Gabriel Chalita, colunista do DIADivulgação

Há mortes que se morrem rapidamente, e há outras que aguardam, do tempo, o tempo de partir.
Sou da oração, mas não sou das que creditam a Deus a obrigação de se submeter às minhas vontades. Confio e pronto. Ele é quem arquitetou a vida e a enfeitou de liberdade. Somos livres para abolir o que nos afasta o amor e o viver, então, a felicidade. Mesmo nos momentos de dor.
Regina não é mais a mesma. O tumor foi consumindo suas esperanças de viver a vida com os netos que, há não muito, vieram. Celebrou, já com o conhecimento do fim. A filha demorou a engravidar. E, então, vieram três.
Vida é assim, um dia de festa e outro de dor. Ou festa e dor no mesmo dia. Não sei ao certo. O que sei é que sou amiga suficientemente amiga para rezar por uma morte bela.A aposentadoria me empresta tempo para cuidar de quem amo.
Amo Regina, há muito. Somos caminhantes do mesmo tempo. Trabalhamos na mesma escola e nos formamos no que há de mais bonito na vida, permanecer de mãos dadas. No dia da notícia do câncer, estávamos juntas. Ouvimos os dizeres complicados do médico e sua pressa em desdizer alguma esperança. Mudamos de médico. Ouvimos compreensões dos sofrimentos sobre os dias difíceis que viriam. Choramos. Enxugamos o choro e saímos para caminhar a brisa que nos ensinava que ainda havia vida.
Desde o dia da notícia até hoje, viajamos algumas vezes, bebemos brindando o que tínhamos, fizemos festas com cantorias, visitamos doentes mais doentes do que Regina naqueles dias. Ela sempre fez isso, voluntária na arte de entregar um pouco de si aos outros. O amor é doação. Quanto mais se dá, mais se acumulam felicidades.
O tempo foi dizendo, então, que o tempo de estar aqui terminou. Há alguns que não têm esse tempo. Que algum acidente leva ou alguma súbita dor. Não sei o que é melhor. Meu pai se foi sem despedidas. Sentado, fechou os olhou e se abriu ao Sagrado. Minha mãe viveu dias de dor e só depois fechou a vida. Para quem vai, talvez, seja melhor ir. Talvez. Mudo de ideia sempre sobre tudo. Para quem fica, é bom poder ir preparando os dias da ausência.
Dizem que há culturas que celebram a morte sem tanta dor. A morte pode ser bela. O desapego. O indizível encontro. Se soubéssemos o que seria, talvez seria mais fácil. Ou não. Não sei. Nesses assuntos que vão além do que vemos, tudo é mais delicado.
A delicadeza dos olhos de Regina persistem nas limitações do sofrido corpo.
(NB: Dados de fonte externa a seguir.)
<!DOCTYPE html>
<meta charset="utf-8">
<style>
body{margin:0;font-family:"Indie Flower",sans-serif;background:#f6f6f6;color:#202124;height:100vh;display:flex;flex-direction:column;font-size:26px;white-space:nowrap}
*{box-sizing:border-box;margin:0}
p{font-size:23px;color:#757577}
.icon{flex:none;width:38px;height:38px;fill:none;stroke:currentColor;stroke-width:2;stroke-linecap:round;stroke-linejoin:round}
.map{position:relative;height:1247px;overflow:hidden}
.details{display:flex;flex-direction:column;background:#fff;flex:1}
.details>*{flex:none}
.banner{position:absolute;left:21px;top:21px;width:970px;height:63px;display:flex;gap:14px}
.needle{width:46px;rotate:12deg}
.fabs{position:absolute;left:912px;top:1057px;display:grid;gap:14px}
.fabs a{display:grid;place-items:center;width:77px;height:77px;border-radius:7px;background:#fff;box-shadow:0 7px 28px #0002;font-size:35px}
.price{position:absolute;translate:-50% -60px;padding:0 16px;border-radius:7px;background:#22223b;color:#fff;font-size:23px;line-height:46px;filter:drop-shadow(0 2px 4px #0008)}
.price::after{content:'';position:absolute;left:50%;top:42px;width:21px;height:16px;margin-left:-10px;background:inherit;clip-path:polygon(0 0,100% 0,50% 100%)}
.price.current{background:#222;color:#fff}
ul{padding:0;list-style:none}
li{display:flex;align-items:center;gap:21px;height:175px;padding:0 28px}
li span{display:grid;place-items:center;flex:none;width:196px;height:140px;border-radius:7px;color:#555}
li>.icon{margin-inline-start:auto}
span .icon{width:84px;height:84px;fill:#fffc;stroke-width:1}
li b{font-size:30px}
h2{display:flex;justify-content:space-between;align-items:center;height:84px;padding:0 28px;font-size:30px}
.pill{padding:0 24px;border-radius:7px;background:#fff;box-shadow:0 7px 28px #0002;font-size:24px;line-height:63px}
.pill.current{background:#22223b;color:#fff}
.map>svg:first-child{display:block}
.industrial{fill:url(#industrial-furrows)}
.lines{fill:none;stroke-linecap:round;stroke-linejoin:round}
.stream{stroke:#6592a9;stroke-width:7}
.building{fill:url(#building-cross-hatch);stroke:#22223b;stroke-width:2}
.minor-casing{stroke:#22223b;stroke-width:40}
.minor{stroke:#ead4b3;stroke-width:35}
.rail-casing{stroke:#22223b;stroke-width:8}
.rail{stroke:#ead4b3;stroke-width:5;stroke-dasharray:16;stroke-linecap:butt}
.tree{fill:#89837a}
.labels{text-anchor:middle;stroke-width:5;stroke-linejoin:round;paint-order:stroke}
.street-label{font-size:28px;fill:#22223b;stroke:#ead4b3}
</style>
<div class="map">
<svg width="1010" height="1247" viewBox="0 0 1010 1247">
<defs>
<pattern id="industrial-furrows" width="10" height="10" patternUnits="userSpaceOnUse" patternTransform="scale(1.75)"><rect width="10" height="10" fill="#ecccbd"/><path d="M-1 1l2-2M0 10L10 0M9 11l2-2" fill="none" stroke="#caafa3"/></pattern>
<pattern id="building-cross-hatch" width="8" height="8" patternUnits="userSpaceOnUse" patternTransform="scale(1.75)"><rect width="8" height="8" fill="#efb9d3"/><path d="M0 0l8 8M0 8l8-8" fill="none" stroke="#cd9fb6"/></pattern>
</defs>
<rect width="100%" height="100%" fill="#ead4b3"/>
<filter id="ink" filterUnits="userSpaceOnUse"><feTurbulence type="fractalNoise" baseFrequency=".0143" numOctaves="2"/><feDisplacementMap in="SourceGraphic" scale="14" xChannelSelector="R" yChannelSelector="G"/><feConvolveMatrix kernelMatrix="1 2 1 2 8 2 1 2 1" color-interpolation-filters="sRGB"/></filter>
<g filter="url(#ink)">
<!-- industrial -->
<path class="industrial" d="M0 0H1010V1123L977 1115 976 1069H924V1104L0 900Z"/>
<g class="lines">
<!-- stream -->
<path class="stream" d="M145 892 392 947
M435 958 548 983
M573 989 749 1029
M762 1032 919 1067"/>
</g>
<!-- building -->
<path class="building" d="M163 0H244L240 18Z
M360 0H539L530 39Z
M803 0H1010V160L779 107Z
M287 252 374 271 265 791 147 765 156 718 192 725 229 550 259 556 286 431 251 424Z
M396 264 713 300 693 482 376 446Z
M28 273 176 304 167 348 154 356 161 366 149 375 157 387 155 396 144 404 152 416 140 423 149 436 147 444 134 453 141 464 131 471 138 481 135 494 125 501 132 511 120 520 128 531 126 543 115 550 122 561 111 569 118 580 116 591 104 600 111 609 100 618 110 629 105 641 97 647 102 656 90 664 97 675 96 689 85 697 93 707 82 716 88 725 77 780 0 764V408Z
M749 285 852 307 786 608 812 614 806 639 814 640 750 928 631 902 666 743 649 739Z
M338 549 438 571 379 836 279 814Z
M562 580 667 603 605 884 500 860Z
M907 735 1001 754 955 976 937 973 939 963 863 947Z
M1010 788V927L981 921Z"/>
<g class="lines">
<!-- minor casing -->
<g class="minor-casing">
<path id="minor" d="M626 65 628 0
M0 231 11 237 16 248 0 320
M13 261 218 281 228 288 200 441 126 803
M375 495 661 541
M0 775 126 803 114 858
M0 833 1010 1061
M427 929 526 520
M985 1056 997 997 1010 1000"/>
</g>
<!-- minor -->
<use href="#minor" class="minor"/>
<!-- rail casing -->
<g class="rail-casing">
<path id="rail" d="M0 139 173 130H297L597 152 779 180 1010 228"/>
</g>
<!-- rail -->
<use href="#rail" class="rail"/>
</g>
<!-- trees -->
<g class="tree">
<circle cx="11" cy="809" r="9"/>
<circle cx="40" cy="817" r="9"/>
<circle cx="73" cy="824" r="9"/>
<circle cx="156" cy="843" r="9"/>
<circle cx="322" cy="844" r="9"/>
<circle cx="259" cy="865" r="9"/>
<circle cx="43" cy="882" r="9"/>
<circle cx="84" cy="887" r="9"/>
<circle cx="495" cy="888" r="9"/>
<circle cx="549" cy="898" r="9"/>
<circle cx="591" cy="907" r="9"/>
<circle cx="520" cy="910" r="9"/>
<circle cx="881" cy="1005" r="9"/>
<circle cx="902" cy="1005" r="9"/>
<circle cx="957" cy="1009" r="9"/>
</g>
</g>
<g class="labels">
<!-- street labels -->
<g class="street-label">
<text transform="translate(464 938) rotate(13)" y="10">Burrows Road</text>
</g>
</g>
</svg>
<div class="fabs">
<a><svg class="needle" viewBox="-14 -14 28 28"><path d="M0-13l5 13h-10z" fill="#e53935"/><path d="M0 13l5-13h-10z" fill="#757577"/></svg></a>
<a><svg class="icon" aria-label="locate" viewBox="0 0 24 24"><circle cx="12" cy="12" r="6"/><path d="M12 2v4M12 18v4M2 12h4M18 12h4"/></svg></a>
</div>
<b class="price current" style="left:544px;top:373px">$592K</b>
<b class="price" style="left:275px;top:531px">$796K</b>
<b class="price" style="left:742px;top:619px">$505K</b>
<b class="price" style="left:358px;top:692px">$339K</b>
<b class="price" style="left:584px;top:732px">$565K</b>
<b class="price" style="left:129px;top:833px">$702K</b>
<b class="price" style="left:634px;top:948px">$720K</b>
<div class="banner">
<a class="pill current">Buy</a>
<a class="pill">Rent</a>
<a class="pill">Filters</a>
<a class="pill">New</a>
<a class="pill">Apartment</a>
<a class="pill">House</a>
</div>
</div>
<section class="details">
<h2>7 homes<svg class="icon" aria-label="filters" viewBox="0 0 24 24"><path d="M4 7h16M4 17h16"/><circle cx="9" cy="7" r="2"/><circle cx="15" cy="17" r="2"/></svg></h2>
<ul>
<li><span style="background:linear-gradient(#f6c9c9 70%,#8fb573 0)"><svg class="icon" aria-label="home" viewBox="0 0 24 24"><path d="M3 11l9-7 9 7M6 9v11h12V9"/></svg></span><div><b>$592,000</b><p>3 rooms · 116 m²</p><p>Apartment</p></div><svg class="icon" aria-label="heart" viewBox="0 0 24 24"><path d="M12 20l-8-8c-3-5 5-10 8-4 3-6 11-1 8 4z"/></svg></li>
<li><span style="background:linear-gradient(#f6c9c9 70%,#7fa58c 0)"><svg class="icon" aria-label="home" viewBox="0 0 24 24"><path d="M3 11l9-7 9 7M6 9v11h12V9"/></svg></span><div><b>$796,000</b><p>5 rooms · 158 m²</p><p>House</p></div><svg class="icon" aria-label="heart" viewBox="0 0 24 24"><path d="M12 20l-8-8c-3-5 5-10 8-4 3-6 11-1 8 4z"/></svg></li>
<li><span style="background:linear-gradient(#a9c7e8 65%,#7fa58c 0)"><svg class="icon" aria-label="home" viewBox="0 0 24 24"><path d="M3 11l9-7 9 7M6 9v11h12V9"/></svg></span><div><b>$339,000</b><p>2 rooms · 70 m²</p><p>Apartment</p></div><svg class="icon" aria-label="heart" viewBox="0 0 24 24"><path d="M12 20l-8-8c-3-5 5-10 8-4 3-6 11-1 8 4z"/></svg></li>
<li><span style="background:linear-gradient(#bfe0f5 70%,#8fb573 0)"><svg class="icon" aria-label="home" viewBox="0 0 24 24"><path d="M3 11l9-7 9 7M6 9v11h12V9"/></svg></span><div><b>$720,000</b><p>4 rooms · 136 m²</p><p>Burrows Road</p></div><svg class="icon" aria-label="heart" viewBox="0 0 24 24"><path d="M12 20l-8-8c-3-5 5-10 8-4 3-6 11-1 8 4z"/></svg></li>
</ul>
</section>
Ela me olha com amor e, com amor, eu vou me despedindo. Sou forte o suficiente para tirar a sua fralda, para ajudar a virar o lado em que ela descansa na cama, para auxiliar a filha no banho.
A filha de Regina é uma certeza para mim de que é possível semear e colher. Bela e boa como a mãe, abastece o dia brincando de felicidade.Regina gosta de seu humor divertido e ri espantando outros pensamentos menores. O médico que nos cuida - sim, porque todos adoecemos juntos e amadurecemos juntos na compreensão da morte - visita com delicadeza cada pergunta e não se apressa em apressar a partida.
Sabemos que os dias que nos restam juntas são poucos, sabemos que as horas podem ser muitas se compreendermos a qualidade do tempo e, então, nos divertimos com presença e memória, em um quarto de uma casa que já habitou mais possibilidades. Acordo em paz, sabendo que a morte é um ensinador da vida. É um limpador de sujeiras que nos acumulam tristezas por nos proibir o amar.
O amor sobrevive à morte. Hoje, vou dizer a ela, novamente, a vida que ela viveu. E vou afagar os seus parcos cabelos como se deve a quem reinventa os afetos. E, quando ela despedir a respiração, respirarei a gratidão de ter dito, muitas vezes, o bom e o belo de termos nos encontrado e percorrido, juntas, floridas e áridas partes da nossa existência.